Neden barıştan endişe duyuyorlar?
2013 yılındaki barış sürecinden çok farklı bir dönem yaşıyoruz. Uluslararası ve bölgesel koşullar ile iç dengelerin değişmiş olmasının yanı sıra, asıl fark şuradadır: 2013 süreci, siyasi desteğin en az, toplumsal desteğin ise en yüksek olduğu bir dönemdi. Bugün ise tam tersi bir tablo söz konusu; siyasi destek güçlü, ancak toplumsal destek oldukça zayıf.
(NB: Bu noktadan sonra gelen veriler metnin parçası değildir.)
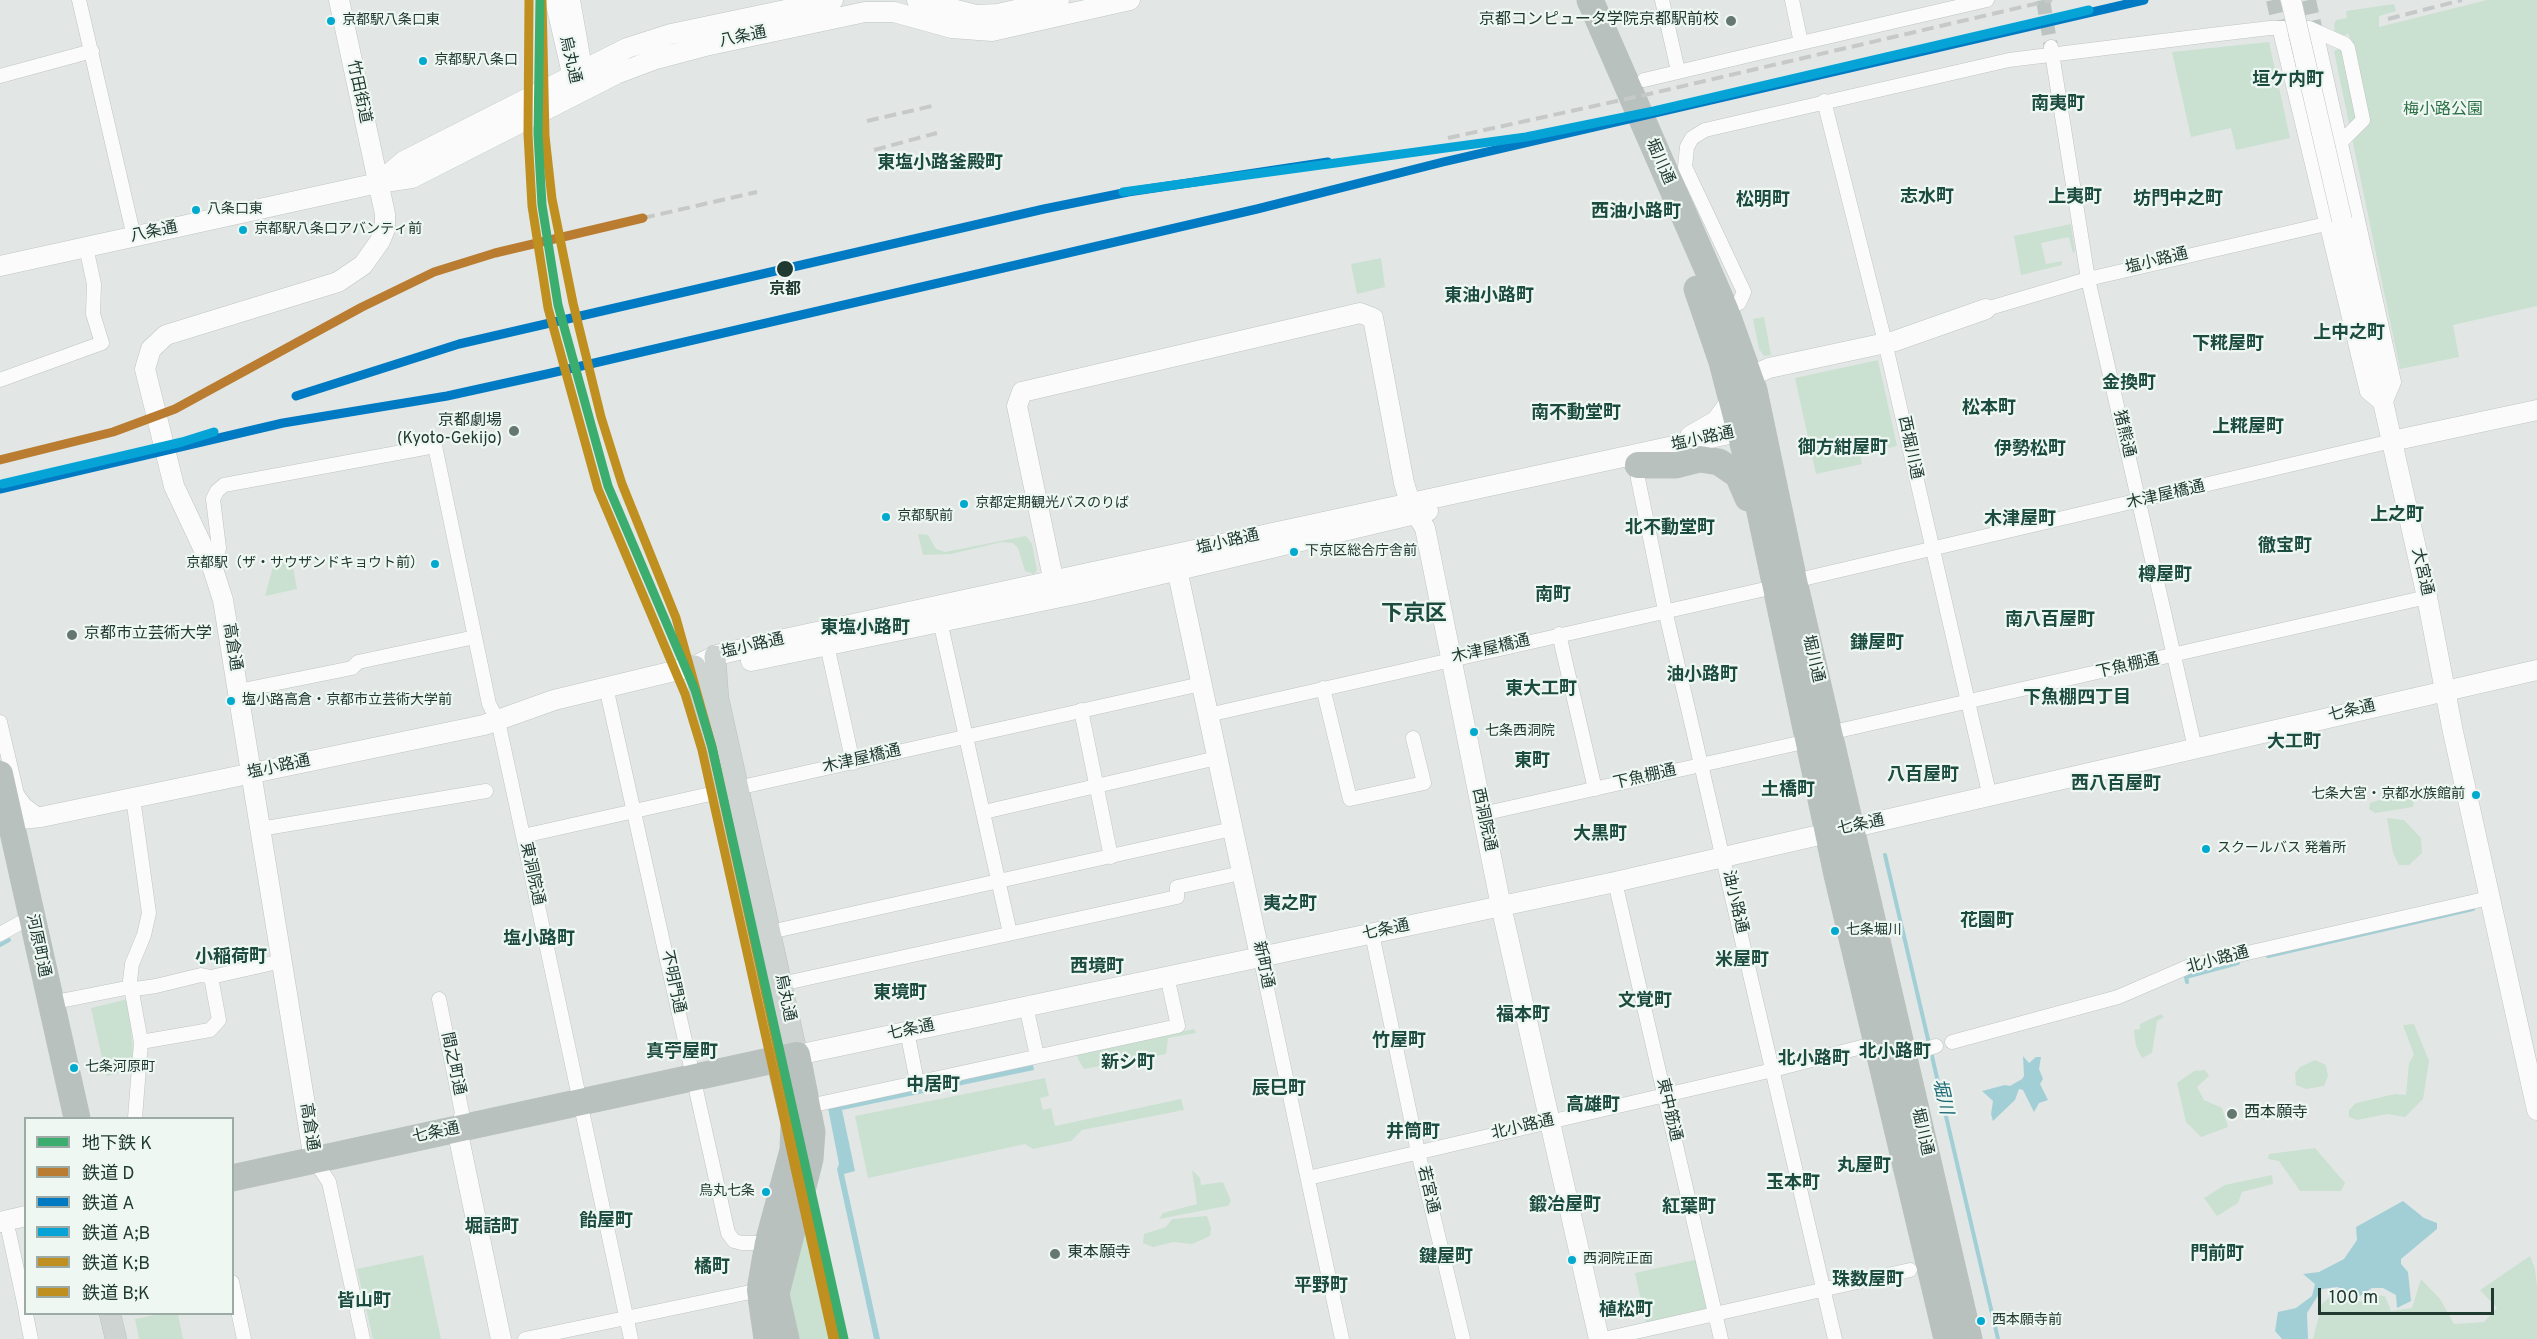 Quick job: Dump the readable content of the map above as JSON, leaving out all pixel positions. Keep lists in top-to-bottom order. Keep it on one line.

Bu tabloyu böyle okumak yanıltıcı olmaz.
Burada dikkat edilmesi gereken en önemli hususlardan biri, barış sürecine yönelik toplumsal reflekslerin değişmiş olmasıdır. İnsanların barışa duyduğu özlem azalmamış; aksine, umutla başlayıp hayal kırıklığıyla sonuçlanan bir sürecin ardından temkinli bir tutuma evrilmiştir. Bu temkin, barışa karşıtlık değil; daha çok kırılmış bir güvenin yansımasıdır.
Geçmiş süreçte toplumsal desteğin fazlalığı, bir an evvel kan ve ölümler dursun umuduyla verilen bir destekti. O dönemde şiddet ve terörün tırmandığı, neredeyse her gün insanların öldürüldüğü bir dönem yaşanıyordu. Hal böyleyken, toplumun barışa duyduğu özlem bu desteği yüzde 70’lere kadar çıkarmıştı. Bugün ise terör ve şiddetin görece azaldığı bir dönem yaşanıyor. Üstelik buna son 10 yıldır süregelen aşırı kutuplaşma ile derinleşen ekonomik kriz de eklenince, toplumun ana duygusu güvensizlik ve geleceğe dair umutsuzluk halini aldı. Türkiye insanının yüzde 80’inin ağır ekonomik koşullarda yaşaması ve geçmiş çözüm sürecinin büyük bir hayal kırıklığı ile sonuçlanması nedeniyle bu sürece olan destek zayıfladı.
Ancak bu desteğin azalması, sürece tamamen karşı olunduğu anlamına gelmemeli. Sadece gündelik yaşamın ağırlığı altında ezilmiş bir toplumun ruh hali olarak değerlendirilmelidir. Ne yazık ki toplumun bu ruh halini bir endişe ve korku hali olarak okuyup, bunu barış karşıtlığına dönüştürmek isteyen kesimlerin varlığı da küçümsenecek düzeyde değildir. Kimileri, son sürecin yarattığı travma nedeniyle bir endişe içinde olabilir ve bu son derece haklı bir endişedir. “Ya tekrar aynı durum yaşanırsa?” diye umutsuzluğa kapılmanın süreç karşıtlığı gibi algılanması iyi niyetli bir okuma değildir. Bu, barışı koruma ve kaybetmeme duygusudur.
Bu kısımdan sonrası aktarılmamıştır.